Opinião

O Largo de São João de Ovar e o Dr. Domingos Lopes Fidalgo – Paulo Bonifácio

Em 1975 a autarquia deu ao Largo de S. João de Ovar a designação de Largo Dr. Lopes Fidalgo. Ele que em 1910 proclamou, em Ovar a quem tudo deu, da varanda dos Paços do Concelho, o novo regime e hasteou a bandeira republicana.

O seu largo, onde pelas mãos de um autarca foi mandado cavar um buraco única e exclusivamente para enterrar dinheiro que lá apodreceu como apodrecem as folhas que lá caem no outono, perdeu toda a beleza de antanho, não tendo qualquer função nem utilidade. O dinheiro lá enterrado foi desperdiçado… é o que acontece quando os autarcas é que sabem e a opinião do povo pouco interessa. Desfigurou-se o largo, assim se tem desfigurado Ovar, a mesma arrogância continua e nada se aprende com o passado…

Na dissertação final de curso, o jovem vareiro, republicano e democrata, de espírito irrequieto, que morreu como nasceu, pobre, mas honrado, dedicou o seu trabalho final à memória de sua mãe.

Mãe

Completou o curso de medicina em 1899, com a classificação final de suficiente, muito especialmente porque a sua tese, duma audácia implicativa para a época, desagradou ao júri, a todo o corpo docente e a certas autoridades, como nos diz Zagalo dos Santos.

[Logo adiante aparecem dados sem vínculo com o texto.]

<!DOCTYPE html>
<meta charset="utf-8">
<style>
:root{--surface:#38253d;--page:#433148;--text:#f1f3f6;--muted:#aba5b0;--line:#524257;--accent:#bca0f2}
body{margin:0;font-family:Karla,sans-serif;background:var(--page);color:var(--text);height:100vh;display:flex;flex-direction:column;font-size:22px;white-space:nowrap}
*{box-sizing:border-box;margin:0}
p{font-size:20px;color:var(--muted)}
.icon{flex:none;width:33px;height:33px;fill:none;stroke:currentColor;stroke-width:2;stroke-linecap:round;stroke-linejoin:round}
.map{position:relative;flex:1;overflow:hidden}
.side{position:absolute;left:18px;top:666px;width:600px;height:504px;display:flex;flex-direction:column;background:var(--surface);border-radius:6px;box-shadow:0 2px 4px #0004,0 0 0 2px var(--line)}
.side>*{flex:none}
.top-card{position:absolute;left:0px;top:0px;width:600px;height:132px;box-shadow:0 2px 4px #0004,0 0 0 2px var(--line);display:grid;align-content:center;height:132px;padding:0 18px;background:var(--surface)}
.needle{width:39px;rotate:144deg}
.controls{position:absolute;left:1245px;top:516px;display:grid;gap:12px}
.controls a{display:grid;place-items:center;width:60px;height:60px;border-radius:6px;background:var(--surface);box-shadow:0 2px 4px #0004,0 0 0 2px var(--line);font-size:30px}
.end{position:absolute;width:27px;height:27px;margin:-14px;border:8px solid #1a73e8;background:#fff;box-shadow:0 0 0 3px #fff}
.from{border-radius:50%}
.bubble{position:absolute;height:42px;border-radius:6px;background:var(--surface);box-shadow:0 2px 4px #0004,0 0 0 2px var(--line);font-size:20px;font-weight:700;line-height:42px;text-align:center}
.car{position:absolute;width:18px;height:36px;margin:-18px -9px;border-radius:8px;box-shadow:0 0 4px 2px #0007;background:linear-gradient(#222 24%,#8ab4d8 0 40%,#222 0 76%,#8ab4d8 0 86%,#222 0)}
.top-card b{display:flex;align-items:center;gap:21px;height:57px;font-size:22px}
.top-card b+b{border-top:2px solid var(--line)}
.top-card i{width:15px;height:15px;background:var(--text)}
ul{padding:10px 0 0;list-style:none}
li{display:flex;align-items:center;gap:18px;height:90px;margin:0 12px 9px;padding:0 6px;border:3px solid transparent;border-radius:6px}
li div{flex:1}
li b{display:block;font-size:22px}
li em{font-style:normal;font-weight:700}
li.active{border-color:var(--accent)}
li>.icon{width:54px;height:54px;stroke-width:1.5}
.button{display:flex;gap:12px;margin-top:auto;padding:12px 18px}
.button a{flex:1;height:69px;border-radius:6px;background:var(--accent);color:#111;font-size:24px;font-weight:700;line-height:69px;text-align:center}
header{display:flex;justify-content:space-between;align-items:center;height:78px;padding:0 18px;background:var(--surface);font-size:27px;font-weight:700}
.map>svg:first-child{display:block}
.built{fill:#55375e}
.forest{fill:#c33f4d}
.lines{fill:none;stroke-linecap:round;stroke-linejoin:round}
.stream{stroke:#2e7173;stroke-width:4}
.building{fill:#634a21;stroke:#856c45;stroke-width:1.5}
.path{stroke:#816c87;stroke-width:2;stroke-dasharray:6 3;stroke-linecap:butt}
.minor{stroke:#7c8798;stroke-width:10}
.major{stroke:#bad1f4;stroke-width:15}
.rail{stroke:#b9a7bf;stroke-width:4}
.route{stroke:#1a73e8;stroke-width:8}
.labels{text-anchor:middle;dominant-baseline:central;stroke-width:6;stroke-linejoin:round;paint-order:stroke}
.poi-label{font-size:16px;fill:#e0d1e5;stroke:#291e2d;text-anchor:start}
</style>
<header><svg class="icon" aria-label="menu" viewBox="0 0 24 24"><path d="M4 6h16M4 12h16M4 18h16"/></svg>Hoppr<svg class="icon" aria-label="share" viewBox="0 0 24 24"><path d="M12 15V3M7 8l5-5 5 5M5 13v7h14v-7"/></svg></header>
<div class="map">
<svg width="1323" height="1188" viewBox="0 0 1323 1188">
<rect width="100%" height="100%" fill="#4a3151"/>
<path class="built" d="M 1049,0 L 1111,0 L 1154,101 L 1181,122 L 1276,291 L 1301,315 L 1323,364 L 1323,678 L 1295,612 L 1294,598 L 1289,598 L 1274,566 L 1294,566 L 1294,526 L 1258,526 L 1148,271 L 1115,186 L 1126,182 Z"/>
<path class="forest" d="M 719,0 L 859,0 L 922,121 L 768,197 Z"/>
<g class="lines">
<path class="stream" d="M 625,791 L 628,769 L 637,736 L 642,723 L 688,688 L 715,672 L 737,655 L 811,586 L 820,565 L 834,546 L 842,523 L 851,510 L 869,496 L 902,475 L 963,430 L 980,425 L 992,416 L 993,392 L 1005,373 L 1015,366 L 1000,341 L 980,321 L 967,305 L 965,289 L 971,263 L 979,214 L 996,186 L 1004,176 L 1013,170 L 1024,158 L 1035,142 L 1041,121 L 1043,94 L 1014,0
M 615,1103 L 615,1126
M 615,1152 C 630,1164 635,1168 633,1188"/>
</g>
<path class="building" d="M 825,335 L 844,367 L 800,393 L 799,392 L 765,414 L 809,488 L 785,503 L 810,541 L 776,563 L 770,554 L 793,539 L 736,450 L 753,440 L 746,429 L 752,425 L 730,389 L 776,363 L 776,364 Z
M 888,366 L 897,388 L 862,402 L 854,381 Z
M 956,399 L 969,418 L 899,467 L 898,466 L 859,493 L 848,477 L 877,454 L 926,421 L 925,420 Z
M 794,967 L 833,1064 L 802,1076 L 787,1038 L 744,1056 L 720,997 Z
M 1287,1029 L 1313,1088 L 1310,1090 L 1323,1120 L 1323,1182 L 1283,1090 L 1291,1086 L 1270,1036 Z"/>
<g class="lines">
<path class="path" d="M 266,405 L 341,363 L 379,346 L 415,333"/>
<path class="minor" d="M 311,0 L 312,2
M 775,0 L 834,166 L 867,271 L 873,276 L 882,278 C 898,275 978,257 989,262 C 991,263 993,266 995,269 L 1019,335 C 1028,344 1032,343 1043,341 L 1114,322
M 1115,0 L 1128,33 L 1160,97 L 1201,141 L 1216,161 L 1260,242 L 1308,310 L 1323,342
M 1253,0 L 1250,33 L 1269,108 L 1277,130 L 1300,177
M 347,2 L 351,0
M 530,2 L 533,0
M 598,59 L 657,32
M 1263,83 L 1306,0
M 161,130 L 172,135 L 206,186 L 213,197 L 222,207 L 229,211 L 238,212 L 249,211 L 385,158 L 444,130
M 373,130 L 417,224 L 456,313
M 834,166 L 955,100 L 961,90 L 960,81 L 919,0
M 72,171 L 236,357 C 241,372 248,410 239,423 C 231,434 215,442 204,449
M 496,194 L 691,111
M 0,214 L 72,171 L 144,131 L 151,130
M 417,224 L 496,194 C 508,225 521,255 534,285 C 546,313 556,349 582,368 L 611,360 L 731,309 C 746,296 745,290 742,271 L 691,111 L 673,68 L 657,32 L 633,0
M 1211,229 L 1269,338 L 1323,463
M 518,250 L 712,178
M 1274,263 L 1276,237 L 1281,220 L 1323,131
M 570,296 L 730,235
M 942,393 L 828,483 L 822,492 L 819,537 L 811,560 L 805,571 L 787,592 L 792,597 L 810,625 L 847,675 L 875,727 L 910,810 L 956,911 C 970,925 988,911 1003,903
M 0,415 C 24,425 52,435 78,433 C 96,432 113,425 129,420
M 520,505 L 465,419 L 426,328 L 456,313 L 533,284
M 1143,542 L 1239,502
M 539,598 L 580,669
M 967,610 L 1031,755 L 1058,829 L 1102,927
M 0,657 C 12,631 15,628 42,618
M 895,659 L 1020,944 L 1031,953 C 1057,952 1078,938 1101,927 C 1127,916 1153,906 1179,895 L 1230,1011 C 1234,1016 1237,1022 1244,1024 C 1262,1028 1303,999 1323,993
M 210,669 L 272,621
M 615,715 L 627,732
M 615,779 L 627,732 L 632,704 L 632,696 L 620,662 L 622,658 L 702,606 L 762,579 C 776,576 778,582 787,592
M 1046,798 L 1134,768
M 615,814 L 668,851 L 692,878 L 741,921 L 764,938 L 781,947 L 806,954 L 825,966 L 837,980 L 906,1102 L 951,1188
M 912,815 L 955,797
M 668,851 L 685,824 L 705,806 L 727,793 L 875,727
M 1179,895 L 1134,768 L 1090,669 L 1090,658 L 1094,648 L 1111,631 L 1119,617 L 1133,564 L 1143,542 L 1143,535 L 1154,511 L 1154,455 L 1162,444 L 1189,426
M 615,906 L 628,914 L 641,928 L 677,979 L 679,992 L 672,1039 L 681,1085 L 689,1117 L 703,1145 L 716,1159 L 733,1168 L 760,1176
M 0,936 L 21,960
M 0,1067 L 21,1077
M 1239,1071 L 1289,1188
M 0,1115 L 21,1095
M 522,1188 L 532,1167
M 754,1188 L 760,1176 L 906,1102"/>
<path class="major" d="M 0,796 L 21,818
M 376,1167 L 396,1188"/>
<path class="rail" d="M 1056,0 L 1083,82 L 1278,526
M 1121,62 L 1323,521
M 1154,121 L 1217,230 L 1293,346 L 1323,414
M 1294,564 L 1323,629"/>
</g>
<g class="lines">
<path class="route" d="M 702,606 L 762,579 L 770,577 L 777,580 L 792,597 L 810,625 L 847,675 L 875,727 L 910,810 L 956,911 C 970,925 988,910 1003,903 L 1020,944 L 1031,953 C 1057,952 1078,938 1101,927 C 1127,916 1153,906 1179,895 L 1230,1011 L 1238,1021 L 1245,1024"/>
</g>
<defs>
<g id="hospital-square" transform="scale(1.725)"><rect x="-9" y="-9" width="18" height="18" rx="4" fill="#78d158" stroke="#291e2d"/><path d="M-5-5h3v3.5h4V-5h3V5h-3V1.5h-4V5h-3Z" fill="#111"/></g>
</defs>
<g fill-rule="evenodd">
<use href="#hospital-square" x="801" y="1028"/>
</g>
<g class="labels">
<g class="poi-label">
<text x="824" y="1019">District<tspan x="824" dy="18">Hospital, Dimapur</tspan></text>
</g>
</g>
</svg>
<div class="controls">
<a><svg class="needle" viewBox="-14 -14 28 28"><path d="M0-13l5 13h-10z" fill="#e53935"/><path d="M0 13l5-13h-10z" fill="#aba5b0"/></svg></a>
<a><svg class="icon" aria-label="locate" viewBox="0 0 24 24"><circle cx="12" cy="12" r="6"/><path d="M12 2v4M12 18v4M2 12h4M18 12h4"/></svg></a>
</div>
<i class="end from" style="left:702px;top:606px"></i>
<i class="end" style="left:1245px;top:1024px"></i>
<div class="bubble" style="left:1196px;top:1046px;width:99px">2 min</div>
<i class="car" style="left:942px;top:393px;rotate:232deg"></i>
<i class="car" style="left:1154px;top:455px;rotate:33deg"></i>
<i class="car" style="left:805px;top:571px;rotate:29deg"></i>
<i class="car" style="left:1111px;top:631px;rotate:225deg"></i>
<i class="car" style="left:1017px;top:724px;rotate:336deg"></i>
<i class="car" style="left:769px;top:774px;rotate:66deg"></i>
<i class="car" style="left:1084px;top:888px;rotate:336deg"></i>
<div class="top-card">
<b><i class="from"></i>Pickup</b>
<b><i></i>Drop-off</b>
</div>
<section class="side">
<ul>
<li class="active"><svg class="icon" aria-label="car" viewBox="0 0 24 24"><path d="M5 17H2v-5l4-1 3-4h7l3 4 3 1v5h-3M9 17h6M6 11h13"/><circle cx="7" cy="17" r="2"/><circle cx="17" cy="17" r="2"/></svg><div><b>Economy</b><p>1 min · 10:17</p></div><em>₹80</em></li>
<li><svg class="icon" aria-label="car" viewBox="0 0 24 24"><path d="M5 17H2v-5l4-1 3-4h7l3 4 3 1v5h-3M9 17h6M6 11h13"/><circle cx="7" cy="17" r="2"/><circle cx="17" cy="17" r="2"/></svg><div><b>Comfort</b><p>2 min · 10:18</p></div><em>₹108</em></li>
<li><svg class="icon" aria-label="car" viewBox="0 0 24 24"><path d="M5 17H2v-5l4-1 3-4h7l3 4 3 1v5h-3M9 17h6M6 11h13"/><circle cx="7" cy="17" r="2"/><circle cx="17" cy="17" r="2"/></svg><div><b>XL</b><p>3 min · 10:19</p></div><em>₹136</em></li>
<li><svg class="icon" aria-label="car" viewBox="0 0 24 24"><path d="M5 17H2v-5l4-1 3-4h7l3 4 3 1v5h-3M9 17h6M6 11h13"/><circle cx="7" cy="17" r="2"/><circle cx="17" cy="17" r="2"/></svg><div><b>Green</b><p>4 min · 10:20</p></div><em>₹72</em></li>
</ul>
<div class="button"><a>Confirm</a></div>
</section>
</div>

Voltou a Ovar para fazer clínica e logo mostrou ser um carácter íntegro, despreocupado com os interesses materiais e dedicado aos seus doentes.

Serviu a grei, foi um precursor da verdadeira arte de fazer o bem pelo bem. De uma austeridade simples, irradiante, formativa de homens de carácter, diz-nos o Dr. António Luiz Gomes, filho, ilustre conferencista.

Ao longo da sua vida foi:
Presidente da direcção da Associação Humanitária dos Bombeiros Voluntários de Ovar.

Secretário do embaixador António Luís Gomes, no Rio de Janeiro. Serviu, ainda com o que viria a ser presidente eleito da República Portuguesa, Bernardino Machado.

Governador civil do distrito de Aveiro, de Leiria e de Lisboa.
Director clínico do hospital da Misericórdia de Ovar.

Capitão médico miliciano, como voluntário, onde em França combateu os alemães, durante a primeira guerra.

Chefe dos serviços de saúde na Campanha do Vouga.

Primeiro director da Escola Primária Superior.

Ilustre e dinâmico provedor da Misericórdia de Ovar.

Director do semanário local «A Pátria».

Em 23 de Fevereiro de 1928, publicava o Semanário de Ovar, A Pátria, que o Dr. Domingos Lopes Fidalgo, na nobilíssima missão de acautelar os interesses da Misericórdia Ovarense na importante herança com que o grande benemérito Alexandre de Sá Pinto, Esmorizense natural de Gondezende, a contemplou, embarcou no Sierra-Cordoba, para Buenos-Aires, como médico de bordo para não sobrecarregar a instituição, que tanto ama, com qualquer despesa.

O único sacrifício é ele, e são também os seus doentes que se têm de ver privados, durante a sua ausência, dos cuidados de médico distintíssimo.

Quem com ele privou, mesmo em tenra idade, recorda-se da pessoa maravilhosa que foi. Tinha o seu consultório no Largo de S. João, um consultório cheio de livros, revistas e jornais, até as cadeiras estavam ocupadas.

O largo onde passou a infância não tinha baloiço nem escorrega coloridos, mas para além de sombra… tinha vida. Hoje tem um buraco!